On n’est pas sérieux quand on a 17 ans. Et surtout Charlotte, jeune québécoise qui aime traîner, boire et danser avec ses deux amies. Pourtant, la rupture avec son amoureux la met à terre. Elle entraîne alors ses copines pour travailler dans un grand magasin de jouets, avant les fêtes de Noël. Magasin où leurs collègues hommes sont nombreux, beaux et accueillants. Les voici embarquées dans un jeu de l’amour et du hasard version post #MeToo. Aube est romantique et vierge, Mégane politisée et révoltée, Charlotte … libre et gourmande. Mais sa liberté sexuelle l’étiquette vite en « fille facile », ou plus précisément en « salope ». Et l’éloigne des autres filles, y compris ses amies. Peut-on être une « salope dans le bon sens du terme » se demandent les trois copines ? Charlotte parviendra à rassembler toutes les vendeuses de jouets pour une abstinence sexuelle générale, grève façon Aristophane au XXIème siècle. Ce mouvement des filles pour « reprendre le pouvoir dans le pacte affectif » permet de se pencher avec tout le sérieux de l’adolescence sur l’inégalité de base entre l’homme qui couche avec toutes (le Dom Juan) et la femme qui en fait de même (la salope). Une réflexion d’autant plus intéressante qu’elle se déroule au Québec, pays féministe avant l’heure et très avancé sur ces questions.
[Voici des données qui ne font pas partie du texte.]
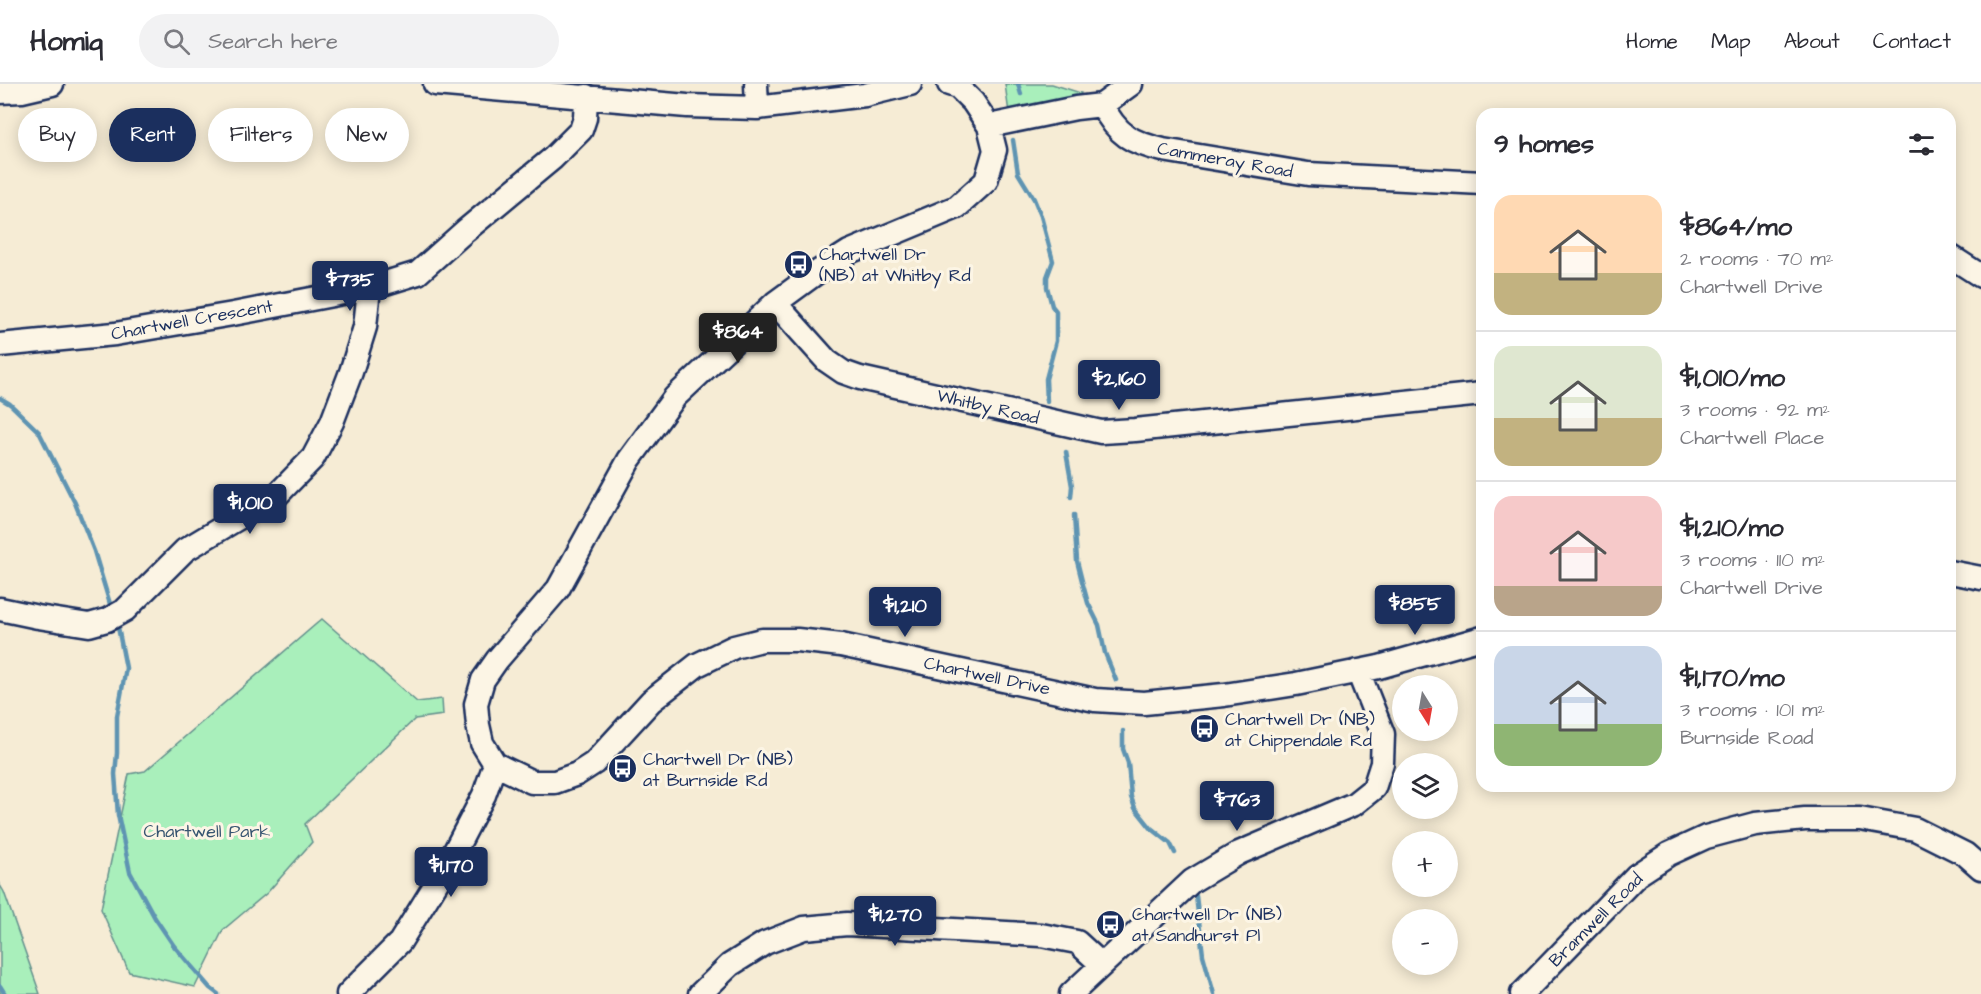 <!DOCTYPE html>
<html lang="en">
<head>
<meta charset="utf-8">
<style>
  body { margin:0; font-family:"Architects Daughter",sans-serif; background:#f2f2f3; color:#2b2b33; height:100vh; display:flex; flex-direction:column; font-size:22px; white-space:nowrap }
  * { box-sizing:border-box; margin:0 }
  p { font-size:20px; color:#7c7c81 }
  .icon { flex:none; width:33px; height:33px; fill:none; stroke:currentColor; stroke-width:2; stroke-linecap:round; stroke-linejoin:round }
  .map { position:relative; flex:1; overflow:hidden }
  .drawer { position:absolute; left:1476px; top:24px; width:480px; height:684px; display:flex; flex-direction:column; background:#fff; border-radius:18px; box-shadow:0 3px 15px #0003 }
  .drawer>* { flex:none }
  .banner { position:absolute; left:18px; top:24px; width:570px; height:54px; display:flex; gap:12px }
  .needle { width:39px; rotate:169deg }
  .fabs { position:absolute; left:1392px; top:591px; display:grid; gap:12px }
  .fabs a { display:grid; place-items:center; width:66px; height:66px; border-radius:50%; background:#fff; box-shadow:0 3px 15px #0003; font-size:30px }
  .price { position:absolute; translate:-50% -51px; padding:0 14px; border-radius:6px; background:#1b2f5e; color:#fff; font-size:20px; line-height:39px; filter:drop-shadow(0 2px 3px #0008) }
  .price::after { content:''; position:absolute; left:50%; top:36px; width:18px; height:14px; margin-left:-9px; background:inherit; clip-path:polygon(0 0,100% 0,50% 100%) }
  .price.current { background:#222; color:#fff }
  ul { padding:0; list-style:none }
  li { display:flex; align-items:center; gap:18px; height:150px; padding:0 18px }
  li+li { border-top:2px solid #e1e1e2 }
  li span { display:grid; place-items:center; flex:none; width:168px; height:120px; border-radius:18px; color:#555 }
  li>.icon { margin-inline-start:auto }
  span .icon { width:72px; height:72px; fill:#fffc; stroke-width:1 }
  li b { font-size:26px }
  h2 { display:flex; justify-content:space-between; align-items:center; height:72px; padding:0 18px; font-size:26px }
  .tag { padding:0 21px; border-radius:27px; background:#fff; box-shadow:0 3px 15px #0003; font-size:21px; line-height:54px }
  .tag.current { background:#1b2f5e; color:#fff }
  header { display:flex; align-items:center; gap:36px; box-sizing:border-box; height:84px; padding:0 30px; background:#fff; border-bottom:2px solid #e1e1e2 }
  header strong { font-size:28px }
  nav { display:flex; gap:33px; margin-inline-start:auto; font-size:21px }
  .search { width:420px; height:54px; background:#f2f2f3; display:flex; align-items:center; gap:15px; box-sizing:border-box; padding:0 21px; border-radius:33px; color:#7c7c81; font-size:22px }
  .map>svg:first-child { display:block }
  .green { fill:#a9efbb; stroke:#628f8c; stroke-width:1.5 }
  .lines { fill:none; stroke-linecap:round; stroke-linejoin:round }
  .stream { stroke:#5e94b2; stroke-width:4.5 }
  .minor-casing { stroke:#1b2f5e; stroke-width:27 }
  .minor { stroke:#fcf5e5; stroke-width:22 }
  .labels { text-anchor:middle; dominant-baseline:central; stroke-width:6; stroke-linejoin:round; paint-order:stroke }
  .street-label { font-size:18px; fill:#1b2f5e; stroke:#fcf5e5 }
  .poi-label { font-size:18px; fill:#1b2f5e; stroke:#fcf5e5; text-anchor:start }
  .park-label { font-size:18px; fill:#375571; stroke:#fcf5e5 }
</style>
</head>
<body>
<header>
<strong>Homiq</strong>
<div class="search"><svg class="icon" aria-label="search" viewBox="0 0 24 24"><circle cx="10" cy="10" r="6"/><path d="M15 15l6 6"/></svg>Search here</div>
<nav><a>Home</a><a>Map</a><a>About</a><a>Contact</a></nav>
</header>
<div class="map">
<svg width="1981" height="910" viewBox="0 0 1981 910">
  <rect width="100%" height="100%" fill="#f6ecd5"/>
  <filter id="ink" filterUnits="userSpaceOnUse"><feTurbulence type="fractalNoise" baseFrequency=".0167" numOctaves="2"/><feDisplacementMap in="SourceGraphic" scale="12" xChannelSelector="R" yChannelSelector="G"/><feConvolveMatrix kernelMatrix="1 2 1 2 8 2 1 2 1" color-interpolation-filters="sRGB"/></filter>
  <g filter="url(#ink)">
    <path class="green" d="M 1005,0 L 1052,0 L 1081,9 L 1073,18 L 1009,29 Z
      M 322,535 L 417,618 L 442,615 L 443,631 L 415,635 L 305,740 L 312,758 L 267,809 L 223,846 L 195,903 L 129,888 L 101,825 L 129,690 L 145,687 Z
      M 0,801 L 4,808 L 40,910 L 0,910 Z"/>
    <g class="lines">
      <path class="stream" d="M 1018,0 L 1021,10
        M 1013,56 L 1018,89 L 1034,115 L 1041,132 L 1053,177 L 1047,193 L 1047,203 L 1052,222 L 1056,227 L 1056,257 L 1046,295 L 1047,318
        M 0,314 L 10,320 L 39,348 L 75,419 L 94,467 L 110,520
        M 1066,368 L 1072,402 L 1071,413
        M 1074,431 L 1077,477 L 1082,497 L 1088,519 L 1099,541 L 1105,569 L 1116,596
        M 117,538 L 126,584 L 117,632 L 117,669 L 115,690 L 118,731 L 130,788 L 155,834 L 174,862 L 210,904 L 218,910
        M 1123,647 L 1123,665 L 1128,679 L 1131,713 L 1135,724 L 1151,744 L 1170,759 L 1175,769
        M 1196,812 L 1203,871 L 1214,910
        M 0,902 L 5,910"/>
      <defs>
        <path id="minor" d="M 435,0 L 687,22 L 757,24 L 865,11 L 910,0
          M 756,0 L 757,24
          M 949,0 L 958,3 L 973,18 L 989,42 L 995,66 L 986,97 L 957,123 L 849,168 L 816,189 L 775,219 L 675,313 L 629,376 L 558,505 L 497,576 L 483,596 L 476,620 L 478,641 L 482,659 L 495,680 L 532,698 L 555,698 L 577,690 L 594,679 L 651,617 L 697,581 L 734,563 L 762,556 L 797,556 L 841,561 L 1095,616 L 1144,619 L 1224,611 L 1296,600 L 1379,583 L 1482,554
          M 0,8 L 22,7 L 52,0
          M 1102,21 C 1117,51 1132,59 1163,66 L 1308,90 L 1482,99
          M 1102,21 L 1131,0
          M 989,42 L 1076,24 L 1102,21
          M 1950,172 L 1981,192
          M 775,219 L 827,277 L 843,288 L 860,294 L 1101,348 L 1135,346 L 1482,310
          M 0,261 L 115,250 L 233,230 L 369,204 L 418,189 L 465,147 L 553,74 L 581,46 L 585,34 L 586,12
          M 1950,488 L 1981,494
          M 0,525 L 38,533 L 89,541 L 107,536 L 125,526 L 185,466 L 277,411 L 313,374 L 332,338 L 351,288 L 365,243 L 369,204
          M 348,910 L 400,858 L 447,782 L 484,711 L 495,680
          M 700,910 L 730,881 L 765,859 L 804,844 L 847,840 L 1041,851 L 1077,858 L 1101,880
          M 1071,910 L 1192,797 L 1239,769 L 1354,720 L 1374,704 L 1382,679 L 1383,650 L 1358,587
          M 1522,910 L 1637,791 L 1669,770 L 1706,753 L 1755,740 L 1805,735 L 1860,735 L 1915,745 L 1965,770 L 1981,784"/>
      </defs>
      <use href="#minor" class="minor-casing"/>
      <use href="#minor" class="minor"/>
    </g>
  </g>
  <defs>
    <symbol id="bus-disc" viewBox="-11 -11 22 22"><circle r="9.5" fill="#1b2f5e" stroke="#fcf5e5"/><path d="M-5-6H5V4H4V6H2V4H-2V6H-4V4H-5ZM-3.5-4V0h7V-4ZM-3.5 1.2v1.5H-2V1.2ZM2 1.2v1.5H3.5V1.2Z" fill="#fff"/></symbol>
  </defs>
  <g fill-rule="evenodd">
    <use href="#bus-disc" x="782" y="164" width="33" height="33"/>
    <use href="#bus-disc" x="1188" y="628" width="33" height="33"/>
    <use href="#bus-disc" x="606" y="668" width="33" height="33"/>
    <use href="#bus-disc" x="1094" y="824" width="33" height="33"/>
  </g>
  <g class="labels">
    <g class="street-label">
      <text transform="translate(1225 76) rotate(10)">Cammeray Road</text>
      <text transform="translate(192 236) rotate(-10)">Chartwell Crescent</text>
      <text transform="translate(988 323) rotate(13)">Whitby Road</text>
      <text transform="translate(987 592) rotate(12)">Chartwell Drive</text>
      <text transform="translate(1596 836) rotate(-45)">Bramwell Road</text>
    </g>
    <g class="poi-label">
      <text x="819" y="170">Chartwell Dr<tspan x="819" dy="21">(NB) at Whitby Rd</tspan></text>
      <text x="1225" y="635">Chartwell Dr (NB)<tspan x="1225" dy="21">at Chippendale Rd</tspan></text>
      <text x="643" y="675">Chartwell Dr (NB)<tspan x="643" dy="21">at Burnside Rd</tspan></text>
      <text x="1132" y="830">Chartwell Dr (NB)<tspan x="1132" dy="21">at Sandhurst Pl</tspan></text>
    </g>
    <g class="park-label">
      <text x="207" y="747">Chartwell Park</text>
    </g>
  </g>
</svg>
<div class="fabs">
<a><svg class="needle" viewBox="-14 -14 28 28"><path d="M0-13l5 13h-10z" fill="#e53935"/><path d="M0 13l5-13h-10z" fill="#7c7c81"/></svg></a>
<a><svg class="icon" aria-label="layers" viewBox="0 0 24 24"><path d="M12 4l9 5-9 5-9-5zM3 14l9 5 9-5"/></svg></a>
<a>+</a>
<a>−</a>
</div>
<b class="price" style="left:350px;top:228px">$735</b>
<b class="price current" style="left:738px;top:280px">$864</b>
<b class="price" style="left:1119px;top:327px">$2,160</b>
<b class="price" style="left:250px;top:451px">$1,010</b>
<b class="price" style="left:1415px;top:552px">$855</b>
<b class="price" style="left:905px;top:554px">$1,210</b>
<b class="price" style="left:1237px;top:748px">$763</b>
<b class="price" style="left:451px;top:814px">$1,170</b>
<b class="price" style="left:895px;top:863px">$1,270</b>
<div class="banner">
<a class="tag">Buy</a>
<a class="tag current">Rent</a>
<a class="tag">Filters</a>
<a class="tag">New</a>
</div>
<section class="drawer">
<h2>9 homes<svg class="icon" aria-label="filters" viewBox="0 0 24 24"><path d="M4 7h16M4 17h16"/><circle cx="9" cy="7" r="2"/><circle cx="15" cy="17" r="2"/></svg></h2>
<ul>
<li><span style="background:linear-gradient(#ffd9b3 65%,#c2b280 0)"><svg class="icon" aria-label="home" viewBox="0 0 24 24"><path d="M3 11l9-7 9 7M6 9v11h12V9"/></svg></span><div><b>$864/mo</b><p>2 rooms · 70 m²</p><p>Chartwell Drive</p></div></li>
<li><span style="background:linear-gradient(#dfe7d0 60%,#c2b280 0)"><svg class="icon" aria-label="home" viewBox="0 0 24 24"><path d="M3 11l9-7 9 7M6 9v11h12V9"/></svg></span><div><b>$1,010/mo</b><p>3 rooms · 92 m²</p><p>Chartwell Place</p></div></li>
<li><span style="background:linear-gradient(#f6c9c9 75%,#b9a48a 0)"><svg class="icon" aria-label="home" viewBox="0 0 24 24"><path d="M3 11l9-7 9 7M6 9v11h12V9"/></svg></span><div><b>$1,210/mo</b><p>3 rooms · 110 m²</p><p>Chartwell Drive</p></div></li>
<li><span style="background:linear-gradient(#c9d6e8 65%,#8fb573 0)"><svg class="icon" aria-label="home" viewBox="0 0 24 24"><path d="M3 11l9-7 9 7M6 9v11h12V9"/></svg></span><div><b>$1,170/mo</b><p>3 rooms · 101 m²</p><p>Burnside Road</p></div></li>
</ul>
</section>
</div>
</body>
</html>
Maligne et rafraîchissante, cette comédie fait également la part belle aux garçons qui, face à la liberté sexuelle féminine, sont à la fois compréhensifs (ils savent ce qu’ils ont à y gagner) et presque étonnés de la persistance des différences de jugement qu’ils véhiculent eux-mêmes.
Les histoires de cœur (et de cul) des jeunes filles ont toujours intéressé le cinéma, la sexualité adolescente aussi, mais le regard féminin sur cette époque de la vie est rare et précieux ( Diabolo menthe de Diane Kurys, ou plus récemment Naissance des pieuvres de Céline Sciamma). Charlotte a le fun (titre original lors de sa sortie au Québec) est signé par une cinéaste, écrit avec une scénariste, et ce double regard donne au film toute sa pertinence. Elles ont choisi de donner à ce teen movie un aspect intemporel et universel grâce au choix du noir et blanc, à la quasi absence des smart phones, et enfin à la présence pour une partie de la bande-son, de la Callas… qui chante pour Charlotte L’amour est enfant de bohème…
« Charlotte a 17 ans » de Sophie Lorain, avec Marguerite Bouchard, Rose Adam et Romane Denis (Canada, 1h30)
Ce qu’en disent la réalisatrice et sa scénariste
Sophie Lorain (réalisatrice) et Catherine Léger (scénariste) ne sont pas des inconnues au Québec. C’est le deuxième film de la cinéaste qui est également productrice, notamment de la série Les invisibles. La scénariste Catherine Léger travaille aussi au scénario de cette adaptation de la série française 10%,.
Sophie Lorain : « Ce film ce n’est pas Charlotte versus les gars, c’est Charlotte versus la pression sociale qui demande aux filles d’être toujours parfaitement séduisantes mais sages. »
Catherine Léger : « Il y a très peu de films qui abordent la sexualité du point de vue des filles alors que l’on a vu des tonnes d’histoires de gars qui cherchent à perdre leur virginité ».
Sophie Lorain : « Le message de la Callas à Charlotte c’est qu’il ne faut pas trop s’en faire, le désir et l’amour sont dans la nature même des choses de la vie, et que cette nature est bien plus forte que nous.»